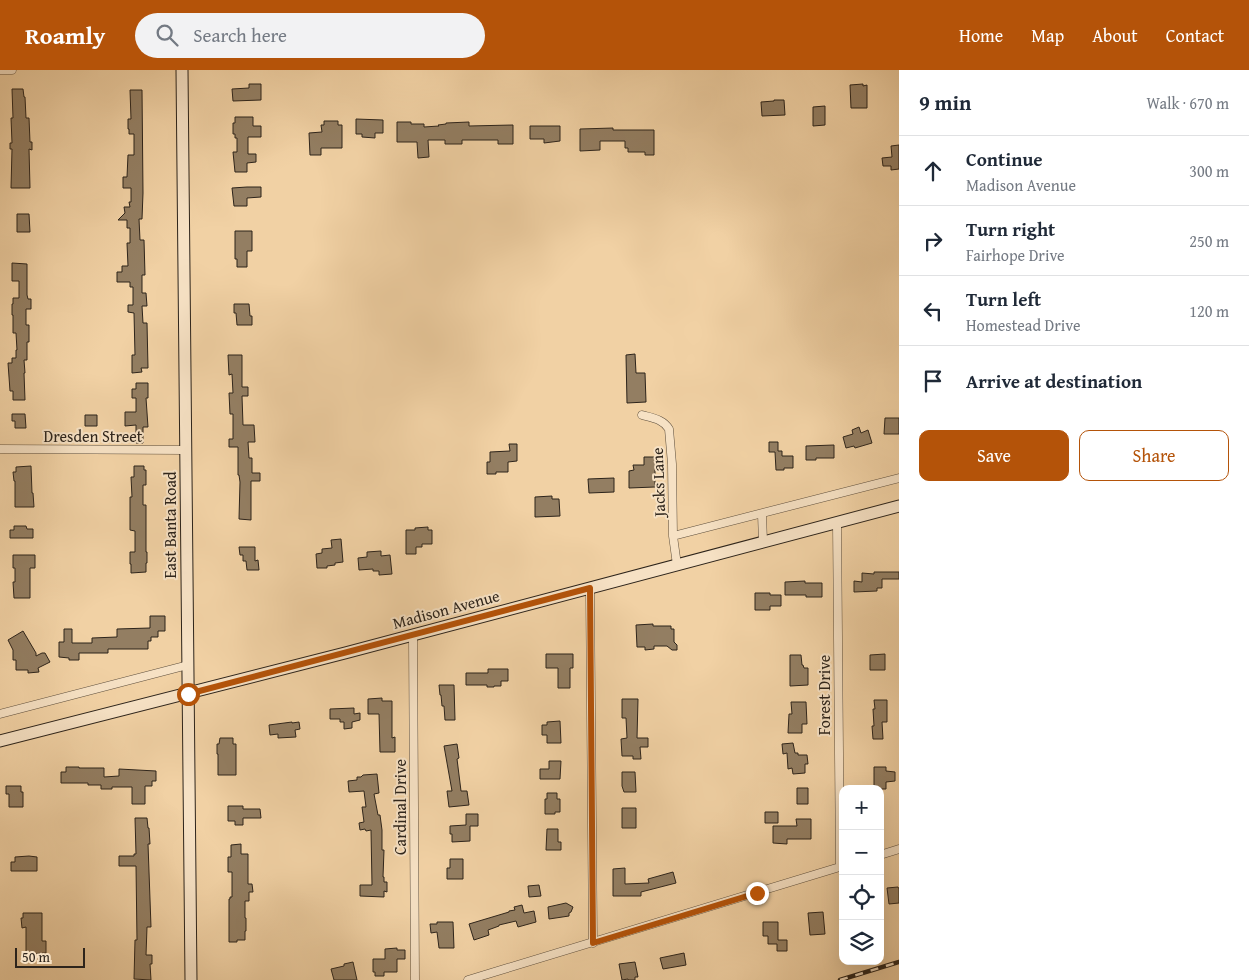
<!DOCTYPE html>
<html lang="en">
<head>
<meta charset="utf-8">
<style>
	body { margin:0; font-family:"Gentium Book Plus",serif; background:#f2f2f3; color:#1f2937 }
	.controls { position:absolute; right:15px; bottom:15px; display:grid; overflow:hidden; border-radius:10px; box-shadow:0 5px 20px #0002 }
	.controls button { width:45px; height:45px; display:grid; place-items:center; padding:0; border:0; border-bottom:1px solid #e0e1e3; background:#fff; color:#1f2937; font:25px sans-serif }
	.scale { position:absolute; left:15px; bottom:12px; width:70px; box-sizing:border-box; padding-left:5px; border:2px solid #2d241b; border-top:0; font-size:14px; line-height:18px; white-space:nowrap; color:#2d241b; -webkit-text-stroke:4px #f6e1c4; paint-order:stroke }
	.stop { position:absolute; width:15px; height:15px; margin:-11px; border:4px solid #b45309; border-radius:50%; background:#fff }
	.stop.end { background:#b45309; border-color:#fff; box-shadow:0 1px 5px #0008 }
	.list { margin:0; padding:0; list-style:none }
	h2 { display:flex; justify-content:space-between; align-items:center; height:65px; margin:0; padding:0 20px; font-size:21px }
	h2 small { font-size:16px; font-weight:400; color:#747a83 }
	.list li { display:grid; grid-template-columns:32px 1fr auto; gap:15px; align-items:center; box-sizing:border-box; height:70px; padding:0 20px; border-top:1px solid #e0e1e3 }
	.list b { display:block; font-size:19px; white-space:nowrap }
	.list p { margin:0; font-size:16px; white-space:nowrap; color:#747a83 }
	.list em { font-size:16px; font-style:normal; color:#747a83 }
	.actions { display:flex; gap:10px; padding:15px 20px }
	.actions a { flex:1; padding:11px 0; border:1px solid #b45309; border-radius:10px; text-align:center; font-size:18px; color:#b45309 }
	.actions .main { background:#b45309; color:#fff }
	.icon { flex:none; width:28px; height:28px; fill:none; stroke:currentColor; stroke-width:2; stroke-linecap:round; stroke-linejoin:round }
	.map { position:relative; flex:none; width:899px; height:910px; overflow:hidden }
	header { display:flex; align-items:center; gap:30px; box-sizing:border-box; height:70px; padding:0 25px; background:#b45309; color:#fff }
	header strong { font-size:24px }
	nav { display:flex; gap:28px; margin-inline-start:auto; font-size:18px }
	.search { width:350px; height:45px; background:#f2f2f3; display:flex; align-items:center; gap:12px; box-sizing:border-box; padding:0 18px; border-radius:28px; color:#747a83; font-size:19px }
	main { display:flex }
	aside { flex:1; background:#fff }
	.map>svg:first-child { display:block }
</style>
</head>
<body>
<header>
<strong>Roamly</strong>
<div class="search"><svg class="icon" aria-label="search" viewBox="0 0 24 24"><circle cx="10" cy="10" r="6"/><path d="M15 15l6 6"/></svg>Search here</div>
<nav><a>Home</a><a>Map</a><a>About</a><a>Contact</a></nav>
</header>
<main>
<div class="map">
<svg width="899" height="910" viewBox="0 0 899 910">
	<rect width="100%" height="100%" fill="#f1d1a4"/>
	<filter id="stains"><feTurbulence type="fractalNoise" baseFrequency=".004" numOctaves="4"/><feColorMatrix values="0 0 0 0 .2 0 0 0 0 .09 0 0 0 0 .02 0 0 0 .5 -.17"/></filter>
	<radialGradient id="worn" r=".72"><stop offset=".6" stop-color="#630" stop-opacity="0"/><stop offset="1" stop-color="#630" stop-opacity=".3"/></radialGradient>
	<path fill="#937e62" stroke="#2d241b" d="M249,14H261V30L233,31L232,19L249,18Z
		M863,14V16L867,15V38H851L850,15Z
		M12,19H23L24,27H25L26,48H29L30,72H32V80L29,79L30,118H11L12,79H10V73H12L11,48H13Z
		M130,20H142L143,123L142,149H139L140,170H144L145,205H142V223H146L147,236H142L143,253H147L148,298H141L142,302L132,303V285H135L134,243L128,242V235H133V217H130V212H117V202H122V196H128L127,173H130V158H127V150H118L125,143L124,137H130L129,132H131V118H123V107H127L128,85H134V64H129V59H128V49H131Z
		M774,30H784L785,45L762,46L761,32L774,31Z
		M825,36V55L813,56V37Z
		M235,47H253V56H261V67H248V84H256V92L247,93V102H235L233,82H237V68H235V64H233V53H235Z
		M356,49L383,50V63H375V68L362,67V64H356Z
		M324,51H338V55H342V78H321V85H310L309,63L322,62L321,55H324Z
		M397,52H411V54H424V57L439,56L438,55L446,54V53L469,52V56L513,55V74H498V70H462V74H445V70H428L429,87L418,88L417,72H397Z
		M530,56H560V71L544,73V69H530Z
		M613,58V60H654V85H645V82H628V78H625V71H600V80L580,81V59Z
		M899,75V99L891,100V96H883L882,88L892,87L891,76Z
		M247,117H261V127L247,128V136H234L232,118Z
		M17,144H29L30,162H17Z
		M235,161H252V181H247V197H237V189H235Z
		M12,193L27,194V225L28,229H31V239H26V255H29V272H27V290H24L25,303H24L25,330H13V321H10L8,293H12V288H16V280H17L16,263H13V245H12V234H13V228H19V211H12Z
		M234,234H249L250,246H252V255H237L236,243H234Z
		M635,284L636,303H645L646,332L627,333L626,285Z
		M228,285H242V317H248V326H242L243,355H254L255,372H248L249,388H252V403H260V411H251V450L239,449L240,412L239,405H238V377H229V369H233V344H230L229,323H233L232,304L229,305Z
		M136,313H148V328H146L148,357H143V373H136V355L125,356V342H136V328H132V319H136Z
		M12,344H25L26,358H15V351H12Z
		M85,345H97V356H85Z
		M885,348H899V364H884Z
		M859,357L861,363L868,360L872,373L855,378L854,376L846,378L843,367L853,364L852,360Z
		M769,372H778V381H782V386H793V398H784V400H776L775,382H769Z
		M509,374H517V391L508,392V402H496V404H487V392H490V382L510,381Z
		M834,375V388H816V390H806V376Z
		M644,387H655V417L629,418V401L634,400L633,395H644Z
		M31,396L32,423H33L34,437H15V411H14L13,402H16V397Z
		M134,396H144V400H146V415H143V435H146V482H147V493H146V502L131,503V494H130V482H135V461L130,460V427H132L131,407H134Z
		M614,408V422L589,423L588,409Z
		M552,426V429H559L560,446L535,447V427Z
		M14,456H26L27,459H33V468H10V460H14Z
		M428,457V460H432V474H422V477H416V484H406V460H415V458Z
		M341,469L343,492L335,493V495L327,496V498H317L316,484L322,483V479L332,478L331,470Z
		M239,477H255V491L258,490L259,500H247L246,491H243V485H240Z
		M381,481V486L390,485L392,504L379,505V501H373V499L359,500L358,488L367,487V482Z
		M13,485H35V498H30V528H14L13,512H15V498H13Z
		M874,502H899V509H882V518H877V521L854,522V511L862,512V503L874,504Z
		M805,511V513H822V527H806V525H785V512Z
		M755,523H770V525H781V536H770V540H755Z
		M150,546H165V561H158V567H151V571H148V579H108V583H79V590H69V588L59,587V572H64V559H72V573H92V568L117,567V559L150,558Z
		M653,554V556H671V559H674V572L677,575V580H672L667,576H654V579L645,580V577H637L636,555Z
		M23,561L36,583V586L42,583H45L50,592L38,598L39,602L28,603V600H16V590H13V580L8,570Z
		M546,584H573V598H570V618H558V598H546Z
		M885,584V600H870V585Z
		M790,585H801L802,595H803L804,598H808V615L790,616Z
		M488,599H508V611H501V616H494V617H487V615H466V603H488Z
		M439,615H454L455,650H445L444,636H442L441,625H440Z
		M382,628V631H392V668L395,667V682H380L379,644H368V629Z
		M622,629H638L637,668H648V677H640L641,689H633V686H622L621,669L627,668L626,648H622Z
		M874,630H887V652H882L883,669H873L872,656H874L873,639H875Z
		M791,632H806L807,654H802V663H788L789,644H792Z
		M354,638V644L360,643V650L352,652V658L344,659V652H340V649H330V639Z
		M560,651L561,673H547V665H542V655H547V652Z
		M292,652V653L299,652L300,659L295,660L296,667L278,668V664L270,665L269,655Z
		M220,668H233V674H236V705H218V684H217V674H219Z
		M793,673L795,683H798V685H807L808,694H805V703L793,704L792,698L788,699L787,683L783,684L782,674Z
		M457,674L459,688L457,689L461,721H467L469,735L449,737L447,721H452L444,676Z
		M549,691H561L560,709H540V699H549Z
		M66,697H79V698H104V707L119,706V699L156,701V711H152V716H145V734H132V717H112V719H101V715H88V713H61V702H66Z
		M874,697H886V701L895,702V711L886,712V719H874Z
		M622,702H635L636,722H624L622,716Z
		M377,704L379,723L374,724L378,745H380L382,760V780H384L383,807H384V812H387V822L384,821V827L360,826V815H372L371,760L366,761L365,759L360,760L359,753L364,752L362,737H366L364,721L349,722L348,711L357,710V707H361L363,705Z
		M6,716H21V722H23V737H9V724H6Z
		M797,718H808V734H797Z
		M547,723H557V729H560V742H555V744H545V729H547Z
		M228,736H243V739H260L261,748H243V755H235V751H228Z
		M622,738H636V758H622Z
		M765,742H778V753H765Z
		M466,744H478V756H470V771L452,772V764H450V756L466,755Z
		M135,748H147L148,758H149L150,774H148L151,857H147L146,885H152V894H150L151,910L134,909L135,870H137L136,796H119V786H134V784H136Z
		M796,749H811V769H787V774L773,773V756H797Z
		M547,759H558V772H561V780H546Z
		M241,774V784H248V814H252L253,822H249V831H245V848H246V861H245V870H237V872H229V829H230V827H232V802H228V787H231V775Z
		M29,786L37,787V801H11V792H15V787Z
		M450,789H463V809H447V798H450Z
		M625,798V814L649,813L648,809L673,802L676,813L641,822V826H613V799Z
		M539,815L541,826L529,827L528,816Z
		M898,817L899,819V833L889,834L887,818Z
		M566,833L573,837L571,842L569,843V846L549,849L548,837Z
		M522,835L524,843L534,841L536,852L518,857L516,851L499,855V856L488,860L489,865L474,870L469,854L509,842V841L515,840L514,837Z
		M823,842L825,864L810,865L808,843Z
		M23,843H42V871H46V883L26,884V857L22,858L21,848H23Z
		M437,852H453L454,878H439L437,862L431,863L430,854H437Z
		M763,852H778V870H787V881H777V874H768V866H763Z
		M397,878V880H405V889H397V902H384V906H375V902H373V889H385V879Z
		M684,883L686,895L663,899L660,888Z
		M353,892L357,910H334L331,899L344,896V894Z
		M635,892L638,907H635V910H628V909L622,910L619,894Z"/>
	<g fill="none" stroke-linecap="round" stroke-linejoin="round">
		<g stroke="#5e4f3d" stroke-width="9">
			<path id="street" d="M0,0H12
				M642,345C652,348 663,349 669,359L672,394L673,466L677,495
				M0,379L186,380
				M762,444L763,472
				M837,452L840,797
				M673,466L899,408
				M590,518L593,873
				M413,565L415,910
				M0,644L188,595
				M880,785L899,779
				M468,910L843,796"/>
		</g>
		<g stroke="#2d241b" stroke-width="13">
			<path id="secondary" d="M182,0L191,910
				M0,671L345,583L899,436"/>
		</g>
		<use href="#street" stroke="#f6e1c4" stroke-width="8"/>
		<use href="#secondary" stroke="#f6e1c4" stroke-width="11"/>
		<g stroke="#2d241b" stroke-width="4.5">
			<path id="rail" d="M840,910L899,892"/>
		</g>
		<use href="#rail" stroke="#f6e1c4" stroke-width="2.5" stroke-dasharray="8" stroke-linecap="butt"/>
	</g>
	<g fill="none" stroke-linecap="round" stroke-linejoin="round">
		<path stroke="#b45309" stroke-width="6" d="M188,624L590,518L593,873L757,823"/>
	</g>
	<g text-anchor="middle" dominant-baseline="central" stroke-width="4" stroke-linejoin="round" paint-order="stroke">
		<g font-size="16" fill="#2d241b" stroke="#f6e1c4">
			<text x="93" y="366">Dresden Street</text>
			<text transform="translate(658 412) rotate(-92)">Jacks Lane</text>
			<text transform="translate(170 455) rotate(-90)">East Banta Road</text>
			<text transform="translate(446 539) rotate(-15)">Madison Avenue</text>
			<text transform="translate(824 625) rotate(-90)">Forest Drive</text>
			<text transform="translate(400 737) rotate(-90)">Cardinal Drive</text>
		</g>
	</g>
	<rect width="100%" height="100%" filter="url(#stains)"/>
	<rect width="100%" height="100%" fill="url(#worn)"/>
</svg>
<div class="controls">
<button>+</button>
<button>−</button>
<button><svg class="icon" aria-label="locate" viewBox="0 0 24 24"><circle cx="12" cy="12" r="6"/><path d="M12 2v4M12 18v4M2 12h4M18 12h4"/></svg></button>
<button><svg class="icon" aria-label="layers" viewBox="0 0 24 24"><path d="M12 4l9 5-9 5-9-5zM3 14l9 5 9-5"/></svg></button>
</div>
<div class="scale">50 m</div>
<div class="stop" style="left:188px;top:624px"></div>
<div class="stop end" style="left:757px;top:823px"></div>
</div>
<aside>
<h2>9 min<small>Walk · 670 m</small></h2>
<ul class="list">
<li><svg class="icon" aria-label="ahead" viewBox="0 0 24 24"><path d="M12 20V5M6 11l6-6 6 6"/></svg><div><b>Continue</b><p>Madison Avenue</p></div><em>300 m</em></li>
<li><svg class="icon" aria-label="right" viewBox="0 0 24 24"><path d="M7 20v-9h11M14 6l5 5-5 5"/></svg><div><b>Turn right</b><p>Fairhope Drive</p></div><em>250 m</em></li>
<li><svg class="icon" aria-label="left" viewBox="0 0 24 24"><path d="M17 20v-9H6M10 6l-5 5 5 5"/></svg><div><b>Turn left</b><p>Homestead Drive</p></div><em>120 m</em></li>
<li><svg class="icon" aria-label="arrive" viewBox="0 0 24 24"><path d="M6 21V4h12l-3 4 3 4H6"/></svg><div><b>Arrive at destination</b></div></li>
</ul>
<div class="actions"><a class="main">Save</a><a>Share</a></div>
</aside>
</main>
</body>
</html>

## WORK TO BE COMPLETED
Before answering, find the line with "font-size:16px; font-weight:400; color:#747a83" in the records above; then reproduce exactly each line from the first through that line, leaving out pictures.

## ANSWER FOR THIS EXERCISE
<!DOCTYPE html>
<html lang="en">
<head>
<meta charset="utf-8">
<style>
	body { margin:0; font-family:"Gentium Book Plus",serif; background:#f2f2f3; color:#1f2937 }
	.controls { position:absolute; right:15px; bottom:15px; display:grid; overflow:hidden; border-radius:10px; box-shadow:0 5px 20px #0002 }
	.controls button { width:45px; height:45px; display:grid; place-items:center; padding:0; border:0; border-bottom:1px solid #e0e1e3; background:#fff; color:#1f2937; font:25px sans-serif }
	.scale { position:absolute; left:15px; bottom:12px; width:70px; box-sizing:border-box; padding-left:5px; border:2px solid #2d241b; border-top:0; font-size:14px; line-height:18px; white-space:nowrap; color:#2d241b; -webkit-text-stroke:4px #f6e1c4; paint-order:stroke }
	.stop { position:absolute; width:15px; height:15px; margin:-11px; border:4px solid #b45309; border-radius:50%; background:#fff }
	.stop.end { background:#b45309; border-color:#fff; box-shadow:0 1px 5px #0008 }
	.list { margin:0; padding:0; list-style:none }
	h2 { display:flex; justify-content:space-between; align-items:center; height:65px; margin:0; padding:0 20px; font-size:21px }
	h2 small { font-size:16px; font-weight:400; color:#747a83 }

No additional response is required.